E se i contrasti in qualche caso furono risolti con violente liti in carcere, proprio dal carcere i capi storici della Scu ordinarono che in Salento non si doveva più sparare per uccidere. Perché la guerra degli anni Novanta doveva continuare ad essere un ricordo e l'attenzione dello Stato doveva restare bassa. "Il mio gruppo non ha mai commesso omicidi", disse infatti Verardi in uno dei suoi 7 interrogatori resi tra aprile e agosto, consegnando nelle mani degli inquirenti anche un memoriale in cui ripercorre le attività messe in atto dal momento dell'evasione dal carcere di Taranto, a dicembre 2010, fino all'arresto nel settembre 2011. A sostegno della veridicità delle sue parole, e promettendo importanti rivelazioni anche su un traffico di droga dalla Spagna al Salento, il pentito ha fornito ai carabinieri anche le lettere di Andrea Leo, esponente di spicco del sodalizio e di altri affiliati, dalle quali emerge con chiarezza l'esistenza di un'organizzazione strutturata e potente, che ha disponibilità di armi e denaro ("quando fui arrestato  -  disse Verardi  -  lasciai nelle casse del gruppo almeno 300.000 euro"), di automobili e motociclette, persino delle attrezzature per rilevare l'esistenza delle microspie. 

Un'organizzazione che gode del patto stretto con i fratelli brindisini, dai quali i sodali ottengono appoggio durante la latitanza e aiuto nel traffico di droga, che ha contatti con i narcos colombiani e che compra droga a quintali dai fornitori spagnoli. "La cocaina era pura all'85% - raccontò il collaboratore  -  e la acquistammo a 800 euro al kg a Madrid". L'acquisto avvenne mentre Verardi era latitante.

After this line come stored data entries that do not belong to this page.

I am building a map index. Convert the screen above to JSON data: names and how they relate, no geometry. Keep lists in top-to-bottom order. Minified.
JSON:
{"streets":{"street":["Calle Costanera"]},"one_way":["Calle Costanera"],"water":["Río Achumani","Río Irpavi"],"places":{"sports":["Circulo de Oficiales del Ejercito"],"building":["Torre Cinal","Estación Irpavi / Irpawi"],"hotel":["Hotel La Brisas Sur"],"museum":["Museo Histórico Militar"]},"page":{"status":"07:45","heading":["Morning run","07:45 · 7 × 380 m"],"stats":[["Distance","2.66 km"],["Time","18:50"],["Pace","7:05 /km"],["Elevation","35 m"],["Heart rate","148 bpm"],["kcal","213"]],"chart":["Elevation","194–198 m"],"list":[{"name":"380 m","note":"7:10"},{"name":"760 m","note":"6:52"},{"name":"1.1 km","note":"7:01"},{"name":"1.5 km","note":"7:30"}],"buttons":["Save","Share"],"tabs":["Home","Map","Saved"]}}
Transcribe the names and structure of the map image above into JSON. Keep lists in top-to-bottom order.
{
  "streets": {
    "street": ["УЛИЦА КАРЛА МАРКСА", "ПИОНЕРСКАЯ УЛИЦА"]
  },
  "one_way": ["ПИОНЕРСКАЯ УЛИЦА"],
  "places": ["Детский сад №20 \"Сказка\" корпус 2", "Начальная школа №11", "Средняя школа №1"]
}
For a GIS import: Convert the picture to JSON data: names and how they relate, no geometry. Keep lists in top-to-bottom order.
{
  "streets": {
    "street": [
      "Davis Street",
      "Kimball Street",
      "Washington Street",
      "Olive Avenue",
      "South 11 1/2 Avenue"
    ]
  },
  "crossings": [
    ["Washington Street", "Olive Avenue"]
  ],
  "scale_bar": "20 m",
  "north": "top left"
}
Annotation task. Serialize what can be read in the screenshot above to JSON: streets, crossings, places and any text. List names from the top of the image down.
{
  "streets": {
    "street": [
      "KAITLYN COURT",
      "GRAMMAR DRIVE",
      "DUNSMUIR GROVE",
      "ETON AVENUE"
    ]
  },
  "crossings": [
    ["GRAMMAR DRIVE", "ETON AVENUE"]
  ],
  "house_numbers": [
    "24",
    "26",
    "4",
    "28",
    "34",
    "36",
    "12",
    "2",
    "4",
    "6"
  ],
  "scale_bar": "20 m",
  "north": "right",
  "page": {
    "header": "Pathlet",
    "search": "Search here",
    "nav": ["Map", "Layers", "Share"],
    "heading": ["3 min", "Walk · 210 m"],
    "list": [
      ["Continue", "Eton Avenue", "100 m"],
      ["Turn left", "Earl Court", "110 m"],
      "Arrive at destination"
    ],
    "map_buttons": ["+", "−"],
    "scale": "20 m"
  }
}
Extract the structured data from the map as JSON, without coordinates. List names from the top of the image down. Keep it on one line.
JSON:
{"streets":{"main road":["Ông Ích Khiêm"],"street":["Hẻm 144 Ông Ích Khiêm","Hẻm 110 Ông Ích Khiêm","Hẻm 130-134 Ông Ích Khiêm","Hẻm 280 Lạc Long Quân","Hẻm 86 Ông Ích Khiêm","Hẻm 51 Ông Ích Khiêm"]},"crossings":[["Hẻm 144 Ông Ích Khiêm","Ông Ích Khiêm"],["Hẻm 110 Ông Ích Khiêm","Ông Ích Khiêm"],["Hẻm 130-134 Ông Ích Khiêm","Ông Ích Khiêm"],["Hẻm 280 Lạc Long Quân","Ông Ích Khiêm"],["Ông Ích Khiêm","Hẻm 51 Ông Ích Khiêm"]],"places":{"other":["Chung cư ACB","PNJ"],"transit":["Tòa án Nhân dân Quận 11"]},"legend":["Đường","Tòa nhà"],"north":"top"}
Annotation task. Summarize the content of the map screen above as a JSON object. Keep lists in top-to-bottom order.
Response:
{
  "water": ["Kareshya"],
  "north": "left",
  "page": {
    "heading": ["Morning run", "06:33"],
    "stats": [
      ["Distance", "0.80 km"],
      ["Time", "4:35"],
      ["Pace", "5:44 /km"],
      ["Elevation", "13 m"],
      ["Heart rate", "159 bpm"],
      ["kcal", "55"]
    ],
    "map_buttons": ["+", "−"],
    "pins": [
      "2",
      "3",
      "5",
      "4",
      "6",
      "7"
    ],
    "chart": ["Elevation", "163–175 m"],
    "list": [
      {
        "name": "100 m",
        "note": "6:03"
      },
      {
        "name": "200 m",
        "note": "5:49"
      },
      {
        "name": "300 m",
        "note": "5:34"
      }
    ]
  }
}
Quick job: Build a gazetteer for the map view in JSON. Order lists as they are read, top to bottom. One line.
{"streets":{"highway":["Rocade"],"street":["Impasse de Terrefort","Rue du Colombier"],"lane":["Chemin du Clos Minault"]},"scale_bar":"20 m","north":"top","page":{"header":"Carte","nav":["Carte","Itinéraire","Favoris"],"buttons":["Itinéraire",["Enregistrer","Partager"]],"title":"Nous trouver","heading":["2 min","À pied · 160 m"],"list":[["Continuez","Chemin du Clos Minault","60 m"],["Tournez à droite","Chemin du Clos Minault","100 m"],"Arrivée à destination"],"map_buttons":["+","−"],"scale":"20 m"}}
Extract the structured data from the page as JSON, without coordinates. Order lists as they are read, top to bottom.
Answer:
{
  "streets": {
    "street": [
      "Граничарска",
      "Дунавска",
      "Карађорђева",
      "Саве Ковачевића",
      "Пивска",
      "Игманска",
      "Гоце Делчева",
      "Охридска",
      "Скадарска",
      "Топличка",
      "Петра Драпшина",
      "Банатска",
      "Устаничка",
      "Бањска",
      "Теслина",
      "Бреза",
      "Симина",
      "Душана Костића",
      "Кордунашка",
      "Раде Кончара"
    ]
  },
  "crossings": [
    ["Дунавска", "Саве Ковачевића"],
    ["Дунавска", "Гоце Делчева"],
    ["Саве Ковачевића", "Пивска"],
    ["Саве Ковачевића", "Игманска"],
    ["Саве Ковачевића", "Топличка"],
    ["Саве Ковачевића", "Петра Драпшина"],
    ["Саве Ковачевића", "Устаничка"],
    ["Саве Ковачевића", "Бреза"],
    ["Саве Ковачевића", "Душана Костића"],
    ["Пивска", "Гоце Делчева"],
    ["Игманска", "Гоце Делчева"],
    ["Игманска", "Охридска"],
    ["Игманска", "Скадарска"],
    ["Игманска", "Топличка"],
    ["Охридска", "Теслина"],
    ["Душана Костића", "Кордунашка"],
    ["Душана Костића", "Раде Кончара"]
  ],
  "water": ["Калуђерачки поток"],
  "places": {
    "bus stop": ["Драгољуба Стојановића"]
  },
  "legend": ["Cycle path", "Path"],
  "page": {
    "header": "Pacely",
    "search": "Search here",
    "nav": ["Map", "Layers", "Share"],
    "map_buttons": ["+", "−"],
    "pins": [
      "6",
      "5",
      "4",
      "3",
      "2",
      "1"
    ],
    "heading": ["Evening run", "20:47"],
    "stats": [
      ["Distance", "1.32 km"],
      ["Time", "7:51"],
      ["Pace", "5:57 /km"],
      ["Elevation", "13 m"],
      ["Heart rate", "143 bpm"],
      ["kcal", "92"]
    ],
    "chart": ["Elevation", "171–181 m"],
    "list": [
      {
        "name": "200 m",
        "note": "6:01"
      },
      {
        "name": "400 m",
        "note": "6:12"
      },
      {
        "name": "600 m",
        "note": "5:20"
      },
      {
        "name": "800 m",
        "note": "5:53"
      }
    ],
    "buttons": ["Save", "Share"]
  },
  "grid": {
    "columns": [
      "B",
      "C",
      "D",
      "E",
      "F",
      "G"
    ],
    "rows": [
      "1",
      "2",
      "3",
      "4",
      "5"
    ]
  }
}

Poi tornò in Italia e continuò a gestire lo spaccio e le estorsioni, con il placet del boss Rizzo. In particolare, nell'estate 2011, siglò un patto di non belligeranza con i Nisi-Briganti per imporre il pizzo ai gestori degli stabilimenti balneari "ed evitare un conflitto che poteva far allontanare i turisti e ridurre gli introiti". Agli imprenditori della costa adriatica tra Melendugno e Otranto fu imposto il versamento del 25% degli utili settimanali e l'assunzione dei buttafuori della ditta del nipote del boss. Tutti pagarono, i "fratelli" della Nuova Scu diventarono più ricchi e ricominciarono a comprare droga. Poi, a settembre scorso, arrivò l'operazione Augusta con gli arresti che hanno decapitato il clan. Verardi, in carcere da qualche settimana, aspettava segnali che non arrivarono. Al contrario, leggendo le carte dell'inchiesta e tra le righe dei comportamenti verso i suoi familiari, capì di essere stato abbandonato. E decise che lo Stato avrebbe ottenuto il suo aiuto, in cambio dei benefici previsti.